Theoretical and Mathematical Physics
Mathematics is the universal language of theoretical physics that is fundamental for an understanding of our world at the smallest and largest scales. Conversely, physical intuition supplies mathematics not only with relevant problems but can also suggest paths to new answers. Those at home with both worlds who have acquired a broad education can form fruitful connections and explore promising innovative approaches.
| Degree | Master of Science |
| Duration of study | Four semesters |
| Place of study | Munich |
| Prerequisites | Bachelor’s degree in mathematics or physics |
| Language of instruction | English |
| Application deadline | June 15th Apply now |
| Begin of studies | Winter semester |
| Head | Prof. Dr. Jan von Delft |
| Coordinator | Dr. Robert Helling Contact the coordinator |
| Further information | Website Theoretical and Mathematical Physics |
At home with both worlds
The Elite Graduate Program “Theoretical and Mathematical Physics” offers an unparalleled wide range of courses at the highest level. Optional supplementary classes provide students not only the possibility of deepening their competences in the fields they specialize in but also of gaining an overview on topics and methods in a variety of mathematics and physics.
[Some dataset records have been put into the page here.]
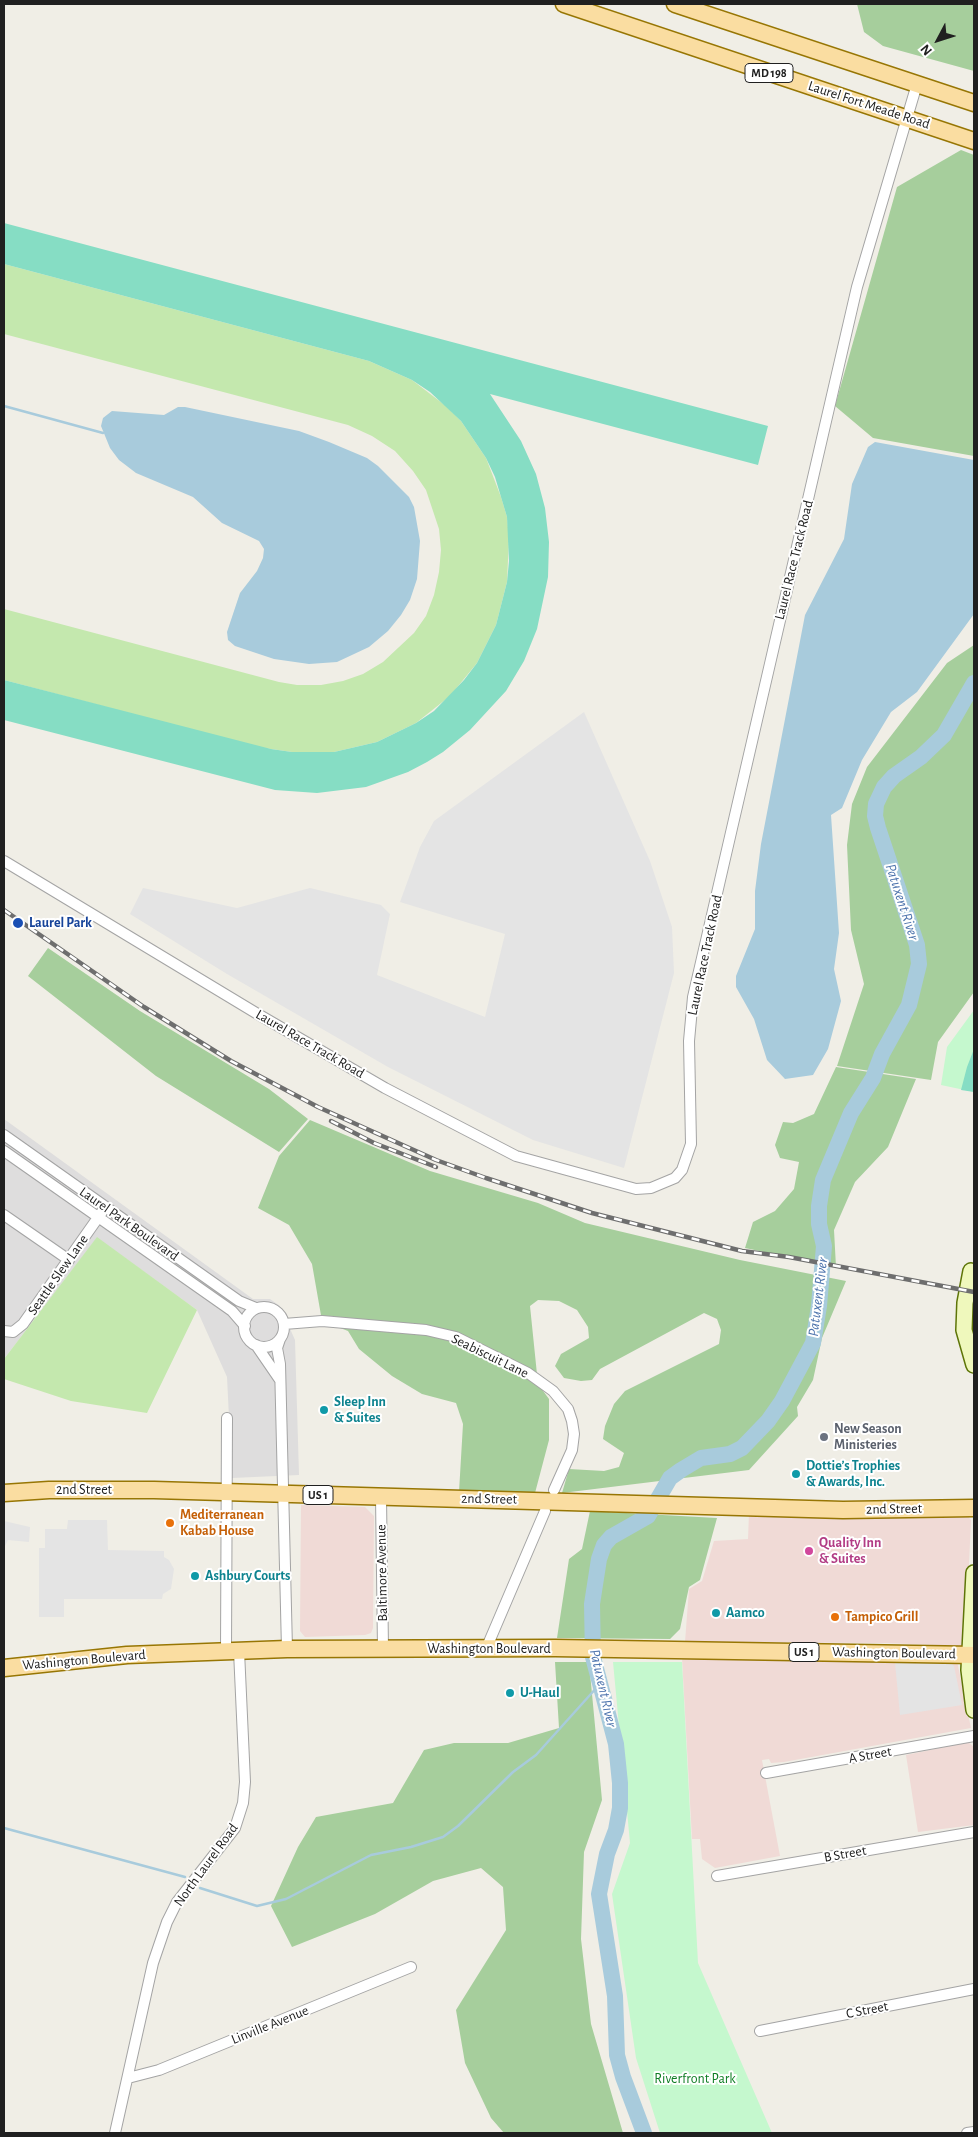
<!DOCTYPE html>
<html>
<head>
<meta charset="utf-8">
<style>
  body { margin:0 }
  #map { position:relative; width:978px; height:2137px; overflow:hidden; background:#f0eee6; font-family:"Alegreya Sans",sans-serif }
  canvas { display:block }
  .frame { position:absolute; inset:0; border:5px solid #202020; pointer-events:none }
  .north { position:absolute; left:913px; top:15px; width:50px; height:50px; -webkit-text-stroke:4px #fff; paint-order:stroke; rotate:230deg; font-size:14px; font-weight:700; line-height:20px; text-align:center; color:#202020 }
  .north::after { content:''; display:block; margin:auto; width:18px; height:22px; background:#202020; clip-path:polygon(50% 0,100% 100%,50% 72%,0 100%) }
</style>
</head>
<body>
<div id="map">
<canvas width="978" height="2137"></canvas>
<div class="frame"></div>
<div class="north">N</div>
</div>
<script>
const c = document.querySelector('canvas').getContext('2d');
c.lineJoin = 'round';
function paint(path, color) { c.fillStyle = color; c.fill(path, 'evenodd'); }
const shape = rows => new Path2D(rows.map(r => 'M' + r).join(''));
function stroke(path, color, width, dash) { c.strokeStyle = color; c.lineWidth = width; c.lineCap = dash ? 'butt' : 'round'; c.setLineDash(dash || []); c.stroke(path); }
function label(font, color, halo, rows, align = 'center') {
  c.font = font + ' "Alegreya Sans",sans-serif'; c.lineWidth = 4; c.setLineDash([]); c.textBaseline = 'middle'; c.strokeStyle = halo; c.fillStyle = color; for (const [text, x, y, turn = 0] of rows) {
    c.save(); c.translate(x, y); c.rotate((+turn || 0) * Math.PI / 180); c.textAlign = isNaN(turn) ? turn : align; if (halo) c.strokeText(text, 0, 0); c.fillText(text, 0, 0); c.restore();
  }
}
paint(shape([
  [4,1119,253,1299,270,1299,280,1306,295,1340,299,1475,232,1478,227,1377,197,1310,97,1238,4,1359]
]), '#dedddd');
paint(shape([
  [301,1505,365,1507,374,1516,373,1628,371,1633,365,1635,305,1637,300,1631],
  [749,1513,966,1514,971,1520,967,1609,963,1646,884,1643,685,1642,689,1589,702,1581,714,1541,748,1539],
  [682,1658,957,1661,971,1728,784,1762,771,1763,769,1759,762,1760,780,1856,715,1868,702,1859,700,1839,692,1839],
  [968,1742,974,1747,974,1825,918,1832,906,1755]
]), '#f0dad6');
paint(shape([
  [4,264,369,361,412,380,446,406,461,421,486,458,501,497,507,517,509,538,507,582,496,625,477,663,450,696,416,723,377,742,334,752,292,752,257,747,4,680,4,609,279,682,297,685,321,685,343,681,363,674,383,662,414,633,426,616,434,595,439,572,441,550,439,529,426,490,413,471,395,451,372,436,348,425,4,334],
  [97,1237,197,1310,147,1413,71,1401,4,1379,4,1359]
]), '#c4e8ae');
paint(shape([
  [857,4,974,4,974,71,883,46,864,32],
  [961,150,974,155,974,456,873,438,835,406,897,187],
  [974,645,974,992,938,1042,931,1080,837,1066,864,984,851,930,847,845,852,804,867,767,947,663],
  [48,948,140,1011,269,1089,308,1119,279,1152,156,1076,28,976],
  [836,1067,916,1079,888,1147,855,1182,834,1230,836,1267,745,1248,753,1222,775,1211,794,1189,799,1162,780,1158,775,1145,783,1122,793,1123,814,1114],
  [310,1120,430,1171,538,1203,585,1223,740,1260,846,1281,822,1338,813,1380,797,1407,798,1416,749,1470,562,1493,569,1469,604,1471,619,1467,624,1453,603,1439,605,1426,614,1404,625,1391,719,1344,721,1330,717,1319,704,1313,600,1369,592,1380,581,1381,564,1378,555,1366,561,1354,589,1338,588,1327,577,1310,559,1301,538,1300,530,1306,538,1384,549,1399,549,1440,535,1493,459,1492,463,1424,456,1403,422,1394,392,1376,359,1349,348,1331,322,1321,312,1264,289,1225,258,1208,279,1156],
  [590,1511,717,1518,700,1580,689,1587,680,1629,670,1639,557,1638,569,1559,582,1549],
  [555,1662,589,1662,602,1800,584,1852,581,1939,591,2024,623,2133,504,2133,491,2118,465,2063,456,2010,506,1930,503,1887,481,1868,433,1881,375,1914,292,1947,271,1906,298,1847,316,1817,393,1803,424,1750,454,1743,508,1743,559,1728]
]), '#a6ce9c');
paint(shape([
  [974,1010,974,1092,941,1085,947,1047],
  [613,1662,682,1662,698,1963,772,2133,660,2133,636,2058,612,1894,630,1843]
]), '#c5f8ce');
paint(shape([
  [4,223,768,426,758,465,490,394,521,441,536,474,545,508,549,542,548,577,537,629,524,661,506,691,470,730,443,752,427,762,408,772,366,787,317,793,275,790,4,720,4,680,271,749,292,752,334,752,377,742,416,723,434,711,464,680,477,663,496,625,507,582,509,561,507,517,495,477,486,458,461,421,430,392,412,380,369,361,4,264],
  [974,1049,974,1092,961,1090,967,1067]
]), '#86ddc4');
paint(shape([
  [584,712,650,861,672,927,674,973,624,1168,533,1140,388,1067,227,974,130,914,143,888,237,908,310,888,381,905,390,914,377,975,485,1017,505,934,400,902,420,847,434,821],
  [68,1520,107,1520,108,1550,164,1551,164,1557,169,1560,174,1569,171,1589,163,1594,162,1599,64,1599,64,1617,39,1617,39,1548,45,1548,45,1529,67,1529],
  [4,1521,30,1527,29,1542,8,1540,4,1548],
  [895,1663,951,1663,954,1666,962,1705,900,1715]
]), '#e4e4e4');
paint(shape([
  [185,407,299,431,329,442,367,458,378,466,409,497,414,507,420,541,417,579,410,600,401,615,388,631,369,647,337,662,309,664,274,659,235,646,228,640,227,632,240,593,257,571,263,558,264,549,259,541,222,523,193,497,136,473,119,460,110,448,101,426,103,418,112,411,164,415,178,407],
  [875,442,974,460,974,614,917,692,891,712,862,760,842,808,831,815,839,933,834,969,841,1001,828,1049,813,1075,785,1079,767,1060,754,1019,736,987,736,976,755,929,755,891,761,844,805,615,844,539,852,484,868,447]
]), '#a8cbdc');
stroke(shape([
  [4,406,103,433],
  [4,1828,185,1877],
  [200,1888,257,1906,286,1899,371,1855,411,1847,443,1837,458,1826,513,1772,536,1755,599,1685]
]), '#a8cbdc', 2.5);
stroke(shape([
  [644,2133,623,2077,617,2055,615,1996,599,1894,607,1854,616,1830,620,1808,620,1783,616,1744,593,1657,592,1604,599,1559,604,1545,611,1537,648,1516,670,1478,681,1470,701,1458,730,1454,742,1448,768,1421,782,1401,813,1343,819,1306,824,1246,819,1224,819,1206,823,1180,851,1113,873,1078,882,1054,909,1005,919,964,917,945,878,828,875,816,876,804,884,787,894,776,921,757,944,735,974,683]
]), '#a8cbdc', 16);
const street = shape([
  [4,861,256,1013,385,1088,516,1156,636,1189,651,1188,675,1178,682,1170,691,1144,689,1041,693,997,857,287,917,84],
  [4,1135,239,1301,256,1308],
  [4,1151,232,1311,245,1326],
  [4,1215,69,1260],
  '244 1327a20 20 0 1 1 40 0a20 20 0 1 1-40 0Z',
  [284,1324,322,1321,426,1330,456,1337,528,1373,553,1391,568,1409,572,1421,574,1434,572,1450,554,1490],
  [4,1331,13,1332,23,1324,102,1212],
  [280,1339,277,1348,280,1364,287,1649],
  [256,1345,280,1380],
  [381,1497,383,1649],
  [486,1649,545,1511],
  [226,1651,227,1418],
  [766,1773,974,1736],
  [717,1876,974,1832],
  [760,2031,974,1989],
  [128,2078,159,2070,411,1967],
  [115,2133,153,1963,167,1922,177,1902,235,1828,243,1803,245,1782,239,1651],
  [967,2133,974,2132]
]);
const secondary = shape([
  [974,1272,971,1271,965,1303,964,1330,974,1365],
  [974,1573,969,1670,974,1710]
]);
const primary = shape([
  [564,4,974,141],
  [675,4,974,103],
  [4,1493,49,1490,154,1490,843,1510,974,1508],
  [4,1668,127,1655,287,1649,555,1648,974,1655]
]);
stroke(street, '#a4a4a4', 12);
stroke(secondary, '#5e7508', 18);
stroke(primary, '#977604', 19);
stroke(street, '#fff', 10);
stroke(secondary, '#eff8bc', 15);
stroke(primary, '#fadda1', 16);
const rail = shape([
  [4,910,144,1007,231,1061,318,1107,436,1160,486,1178,592,1213,742,1251,789,1257,974,1292],
  [331,1121,374,1143,436,1167]
]);
stroke(rail, '#6e6e6e', 4.5);
stroke(rail, '#fff', 2.5, [8]);
for (const [x, y, r, color] of [
  [18,923,6,"#1a4fb4"],
  [324,1410,5,"#0f9aa8"],
  [824,1437,5,"#6b7280"],
  [796,1474,5,"#0f9aa8"],
  [170,1523,5,"#e8710a"],
  [809,1551,5,"#d1479c"],
  [195,1576,5,"#0f9aa8"],
  [716,1613,5,"#0f9aa8"],
  [835,1617,5,"#e8710a"],
  [510,1693,5,"#0f9aa8"]
]) { const dot = new Path2D(); dot.arc(x, y, r, 0, 2 * Math.PI); c.fillStyle = color; c.fill(dot); stroke(dot, '#fff', 2); }
for (const [x, y, w] of [
  [769,73,48],
  [318,1495,30],
  [804,1652,30]
]) { const box = new Path2D(); box.roundRect(x - w / 2, y - 9.5, w, 19, 4); c.fillStyle = '#fff'; c.fill(box); stroke(box, '#202020', 1); }
label('bold 12px', '#202020', null, [
  ["MD 198",769,73],
  ["US 1",318,1495],
  ["US 1",804,1652]
]);
label('14px', '#202020', '#fff', [
  ["Laurel Fort Meade Road",869,105,18],
  ["Laurel Race Track Road",794,560,-76],
  ["Laurel Race Track Road",705,955,-78],
  ["Laurel Race Track Road",310,1044,30],
  ["Laurel Park Boulevard",129,1224,35],
  ["Seattle Slew Lane",58,1275,-55],
  ["Seabiscuit Lane",490,1356,26],
  ["2nd Street",84,1490],
  ["2nd Street",489,1499,1],
  ["2nd Street",894,1509,-1],
  ["Baltimore Avenue",382,1573,-91],
  ["Washington Boulevard",489,1649],
  ["Washington Boulevard",894,1653,1],
  ["Washington Boulevard",84,1660,-5],
  ["A Street",870,1755,-10],
  ["B Street",845,1854,-10],
  ["North Laurel Road",206,1865,-54],
  ["C Street",867,2010,-11],
  ["Linville Avenue",270,2025,-22]
]);
label('bold 14px', '#164399', '#fff', [
  ["Laurel Park",29,923]
], 'left');
label('bold 14px', '#0d838f', '#fff', [
  ["Sleep Inn",334,1402],
  ["& Suites",334,1418],
  ["Dottie’s Trophies",806,1466],
  ["& Awards, Inc.",806,1482],
  ["Ashbury Courts",205,1576],
  ["Aamco",726,1613],
  ["U-Haul",520,1693]
], 'left');
label('bold 14px', '#5b616d', '#fff', [
  ["New Season",834,1429],
  ["Ministeries",834,1445]
], 'left');
label('bold 14px', '#c56008', '#fff', [
  ["Mediterranean",180,1515],
  ["Kabab House",180,1531],
  ["Tampico Grill",845,1617]
], 'left');
label('bold 14px', '#b23c85', '#fff', [
  ["Quality Inn",819,1543],
  ["& Suites",819,1559]
], 'left');
label('14px', '#0e7d23', '#fff', [
  ["Riverfront Park",695,2079]
]);
label('italic 15px', '#4e74ad', '#fff', [
  ["Patuxent River",902,902,72],
  ["Patuxent River",818,1297,-83],
  ["Patuxent River",603,1688,77]
]);
</script>
</body>
</html>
Mentored by top scientists of Ludwig-Maximilians-Universität München, Technische Universität München and the Max Planck Institutes in the area of greater Munich, students directly plunge into research projects. The majority of our students come from abroad, which shows the high attractiveness of theProgram. Graduates from “Theoretical and Mathematical Physics” are sought after as doctoral students at the world’s leading universities.
We are particularly proud how our students make use of the classes offered in mathematics and physics to perform transdisciplinary fundamental research at the highest levels as well as studying an exceptional spectrum of special topics.
Prof. Dr. Jan von Delft
In their studies, students seek answers to big questions such as:
- What is the quantum structure of space-time?
- Why is the Fermi-scale stable?
- Can one give a mathematical proof of the structure of the periodic table?
- Can topology be used to design materials with new properties?
- Which physics governs the origin of life?
- What is the UV-completion of the Standard Model of particle physics?
- What is the nature of dark matter and dark energy?
- How can a quantum computer simulate quantum field theories?
- Which disorderd systems fail to thermalize?
- How can quantum many body systems be effectively computed?
- What is the geometry of a random 3-manifold?